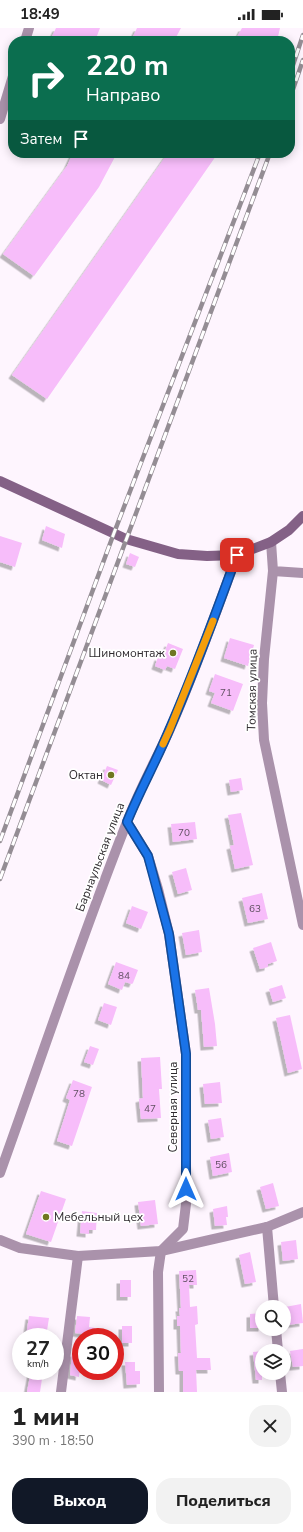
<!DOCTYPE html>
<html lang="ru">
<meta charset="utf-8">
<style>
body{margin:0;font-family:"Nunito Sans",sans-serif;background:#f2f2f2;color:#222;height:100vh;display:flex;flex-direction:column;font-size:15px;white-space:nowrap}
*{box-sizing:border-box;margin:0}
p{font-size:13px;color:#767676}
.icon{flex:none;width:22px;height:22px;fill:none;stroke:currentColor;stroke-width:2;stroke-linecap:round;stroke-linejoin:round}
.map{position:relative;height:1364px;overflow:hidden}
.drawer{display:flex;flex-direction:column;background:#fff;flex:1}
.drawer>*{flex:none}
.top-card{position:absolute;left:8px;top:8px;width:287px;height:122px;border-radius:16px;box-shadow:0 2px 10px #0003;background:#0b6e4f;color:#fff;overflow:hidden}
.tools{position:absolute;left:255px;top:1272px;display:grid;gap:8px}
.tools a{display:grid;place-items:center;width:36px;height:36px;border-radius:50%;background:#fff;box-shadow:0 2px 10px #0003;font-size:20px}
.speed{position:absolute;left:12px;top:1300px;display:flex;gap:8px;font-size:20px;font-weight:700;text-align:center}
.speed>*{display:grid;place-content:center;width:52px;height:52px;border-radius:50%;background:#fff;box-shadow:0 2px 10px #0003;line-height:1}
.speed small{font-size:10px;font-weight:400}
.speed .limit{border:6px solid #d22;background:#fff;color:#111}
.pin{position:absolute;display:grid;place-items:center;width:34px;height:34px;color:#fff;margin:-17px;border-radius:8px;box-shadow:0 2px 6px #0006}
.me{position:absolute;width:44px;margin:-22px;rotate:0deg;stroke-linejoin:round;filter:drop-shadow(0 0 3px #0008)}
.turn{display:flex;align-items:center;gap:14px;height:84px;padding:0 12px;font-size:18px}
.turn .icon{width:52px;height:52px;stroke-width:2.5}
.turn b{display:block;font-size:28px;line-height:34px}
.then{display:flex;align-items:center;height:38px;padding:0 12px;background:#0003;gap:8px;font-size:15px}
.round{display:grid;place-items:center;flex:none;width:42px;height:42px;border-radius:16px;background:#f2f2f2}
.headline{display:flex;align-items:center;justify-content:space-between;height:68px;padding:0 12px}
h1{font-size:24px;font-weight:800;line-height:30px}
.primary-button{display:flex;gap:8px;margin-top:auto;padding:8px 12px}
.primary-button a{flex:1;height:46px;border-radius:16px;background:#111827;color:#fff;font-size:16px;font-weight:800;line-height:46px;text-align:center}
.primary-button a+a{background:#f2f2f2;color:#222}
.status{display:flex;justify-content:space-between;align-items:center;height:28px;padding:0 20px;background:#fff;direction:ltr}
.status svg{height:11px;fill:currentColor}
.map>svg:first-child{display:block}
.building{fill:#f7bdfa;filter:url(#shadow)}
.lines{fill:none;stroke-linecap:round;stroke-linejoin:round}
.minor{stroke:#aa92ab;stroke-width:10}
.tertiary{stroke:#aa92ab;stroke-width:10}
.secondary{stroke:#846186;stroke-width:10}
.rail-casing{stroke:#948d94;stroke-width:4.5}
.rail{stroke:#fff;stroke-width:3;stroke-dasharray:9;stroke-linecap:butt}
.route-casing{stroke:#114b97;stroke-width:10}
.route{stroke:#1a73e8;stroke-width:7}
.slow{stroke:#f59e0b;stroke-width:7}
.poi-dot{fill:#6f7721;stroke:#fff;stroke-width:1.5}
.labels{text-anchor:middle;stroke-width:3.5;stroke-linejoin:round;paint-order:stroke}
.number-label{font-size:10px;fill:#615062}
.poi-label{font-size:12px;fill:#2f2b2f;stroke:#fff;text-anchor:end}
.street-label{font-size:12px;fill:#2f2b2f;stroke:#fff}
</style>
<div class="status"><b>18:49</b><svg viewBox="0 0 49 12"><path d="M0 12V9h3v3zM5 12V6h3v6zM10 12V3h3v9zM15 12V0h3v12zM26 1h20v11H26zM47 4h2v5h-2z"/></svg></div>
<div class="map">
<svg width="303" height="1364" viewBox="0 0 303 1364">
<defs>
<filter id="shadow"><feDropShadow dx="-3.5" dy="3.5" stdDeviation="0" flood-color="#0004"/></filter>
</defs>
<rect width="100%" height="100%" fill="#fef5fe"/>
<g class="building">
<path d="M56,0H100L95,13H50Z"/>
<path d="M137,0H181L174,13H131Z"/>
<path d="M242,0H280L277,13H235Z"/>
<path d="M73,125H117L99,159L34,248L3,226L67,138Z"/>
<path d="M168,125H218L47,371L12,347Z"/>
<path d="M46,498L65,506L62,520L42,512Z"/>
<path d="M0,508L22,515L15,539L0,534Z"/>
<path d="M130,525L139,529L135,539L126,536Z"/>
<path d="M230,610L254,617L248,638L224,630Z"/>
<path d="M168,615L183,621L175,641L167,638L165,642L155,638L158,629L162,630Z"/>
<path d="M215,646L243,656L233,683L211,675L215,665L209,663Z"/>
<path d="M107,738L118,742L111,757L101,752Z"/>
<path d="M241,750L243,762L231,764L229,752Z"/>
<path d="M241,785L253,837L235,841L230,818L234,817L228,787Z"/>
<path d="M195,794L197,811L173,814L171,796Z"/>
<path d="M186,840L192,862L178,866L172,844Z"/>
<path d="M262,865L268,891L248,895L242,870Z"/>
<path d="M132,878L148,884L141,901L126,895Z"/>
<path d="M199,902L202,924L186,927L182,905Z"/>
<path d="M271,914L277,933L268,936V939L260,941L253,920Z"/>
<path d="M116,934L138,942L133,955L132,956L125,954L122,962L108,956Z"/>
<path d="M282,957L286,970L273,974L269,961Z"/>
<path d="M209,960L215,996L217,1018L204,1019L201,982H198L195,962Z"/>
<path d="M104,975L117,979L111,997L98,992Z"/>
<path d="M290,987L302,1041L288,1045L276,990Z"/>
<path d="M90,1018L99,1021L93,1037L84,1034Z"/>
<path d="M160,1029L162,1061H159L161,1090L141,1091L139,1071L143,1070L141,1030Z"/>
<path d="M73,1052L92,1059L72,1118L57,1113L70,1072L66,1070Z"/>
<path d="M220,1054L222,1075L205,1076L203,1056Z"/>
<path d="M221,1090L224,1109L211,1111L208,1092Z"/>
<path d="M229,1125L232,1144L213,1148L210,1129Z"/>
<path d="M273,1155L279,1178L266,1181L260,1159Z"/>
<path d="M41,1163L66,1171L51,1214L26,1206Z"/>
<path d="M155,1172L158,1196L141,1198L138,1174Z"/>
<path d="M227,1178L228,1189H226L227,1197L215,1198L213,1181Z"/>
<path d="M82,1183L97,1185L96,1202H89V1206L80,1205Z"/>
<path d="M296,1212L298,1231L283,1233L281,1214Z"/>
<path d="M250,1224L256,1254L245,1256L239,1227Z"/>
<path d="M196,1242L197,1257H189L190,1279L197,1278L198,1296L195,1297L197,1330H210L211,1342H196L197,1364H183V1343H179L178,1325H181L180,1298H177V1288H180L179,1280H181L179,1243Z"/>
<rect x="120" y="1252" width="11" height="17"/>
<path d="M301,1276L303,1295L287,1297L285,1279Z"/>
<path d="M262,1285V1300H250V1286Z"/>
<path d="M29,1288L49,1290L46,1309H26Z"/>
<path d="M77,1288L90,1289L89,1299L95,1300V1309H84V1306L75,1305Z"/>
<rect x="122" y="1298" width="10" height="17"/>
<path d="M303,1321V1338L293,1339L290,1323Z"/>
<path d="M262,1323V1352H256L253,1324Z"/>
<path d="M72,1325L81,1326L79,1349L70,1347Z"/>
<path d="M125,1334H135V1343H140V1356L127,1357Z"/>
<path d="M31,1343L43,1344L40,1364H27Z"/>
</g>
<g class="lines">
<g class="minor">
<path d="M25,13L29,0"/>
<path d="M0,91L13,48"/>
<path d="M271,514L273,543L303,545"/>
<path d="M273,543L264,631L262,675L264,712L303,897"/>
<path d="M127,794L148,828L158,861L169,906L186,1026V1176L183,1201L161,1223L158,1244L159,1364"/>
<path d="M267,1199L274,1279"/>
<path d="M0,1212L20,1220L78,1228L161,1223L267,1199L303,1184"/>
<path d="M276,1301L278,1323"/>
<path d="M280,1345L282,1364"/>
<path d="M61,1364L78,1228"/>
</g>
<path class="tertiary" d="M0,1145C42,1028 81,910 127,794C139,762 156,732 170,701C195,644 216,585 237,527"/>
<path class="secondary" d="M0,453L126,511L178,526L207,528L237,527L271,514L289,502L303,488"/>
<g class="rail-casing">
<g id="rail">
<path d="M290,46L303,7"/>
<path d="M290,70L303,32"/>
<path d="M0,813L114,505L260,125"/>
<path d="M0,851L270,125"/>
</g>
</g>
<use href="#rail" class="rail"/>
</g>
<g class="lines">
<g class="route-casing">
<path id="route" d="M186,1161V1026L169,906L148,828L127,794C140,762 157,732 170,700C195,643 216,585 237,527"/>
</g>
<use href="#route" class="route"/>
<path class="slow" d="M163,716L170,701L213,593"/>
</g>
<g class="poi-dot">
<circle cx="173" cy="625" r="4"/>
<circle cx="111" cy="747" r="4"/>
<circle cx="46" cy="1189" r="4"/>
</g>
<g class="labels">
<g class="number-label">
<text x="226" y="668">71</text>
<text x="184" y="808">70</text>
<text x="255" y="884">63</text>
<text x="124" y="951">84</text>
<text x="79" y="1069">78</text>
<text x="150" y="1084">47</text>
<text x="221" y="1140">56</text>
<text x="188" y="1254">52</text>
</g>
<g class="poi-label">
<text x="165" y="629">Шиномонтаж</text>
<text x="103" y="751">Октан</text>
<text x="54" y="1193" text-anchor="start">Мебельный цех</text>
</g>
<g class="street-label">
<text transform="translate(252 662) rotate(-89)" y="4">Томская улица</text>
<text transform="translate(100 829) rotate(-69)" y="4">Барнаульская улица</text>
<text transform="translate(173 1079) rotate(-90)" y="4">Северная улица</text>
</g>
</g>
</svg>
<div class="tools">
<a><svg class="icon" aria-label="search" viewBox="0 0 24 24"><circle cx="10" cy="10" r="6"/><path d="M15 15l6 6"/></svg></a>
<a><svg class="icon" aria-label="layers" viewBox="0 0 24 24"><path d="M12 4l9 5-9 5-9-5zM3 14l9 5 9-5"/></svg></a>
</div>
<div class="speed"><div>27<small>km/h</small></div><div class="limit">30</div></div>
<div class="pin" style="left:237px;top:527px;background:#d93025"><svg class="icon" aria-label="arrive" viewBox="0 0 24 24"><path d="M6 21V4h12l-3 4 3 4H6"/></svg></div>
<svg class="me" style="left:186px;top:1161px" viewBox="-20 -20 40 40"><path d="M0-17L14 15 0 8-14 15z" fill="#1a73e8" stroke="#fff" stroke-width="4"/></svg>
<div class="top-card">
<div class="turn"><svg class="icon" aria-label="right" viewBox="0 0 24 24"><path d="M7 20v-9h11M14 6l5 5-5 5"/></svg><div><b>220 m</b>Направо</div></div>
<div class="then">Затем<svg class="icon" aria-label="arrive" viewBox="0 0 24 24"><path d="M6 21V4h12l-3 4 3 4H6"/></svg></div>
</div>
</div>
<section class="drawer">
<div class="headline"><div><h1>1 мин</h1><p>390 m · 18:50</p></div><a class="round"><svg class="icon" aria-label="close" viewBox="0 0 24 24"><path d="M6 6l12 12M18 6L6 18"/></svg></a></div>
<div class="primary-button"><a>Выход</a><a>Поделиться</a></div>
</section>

————————

- What is being asked:
Lines with "limit": return each one from the data above.

- Exercise answer:
.speed .limit{border:6px solid #d22;background:#fff;color:#111}
<div class="speed"><div>27<small>km/h</small></div><div class="limit">30</div></div>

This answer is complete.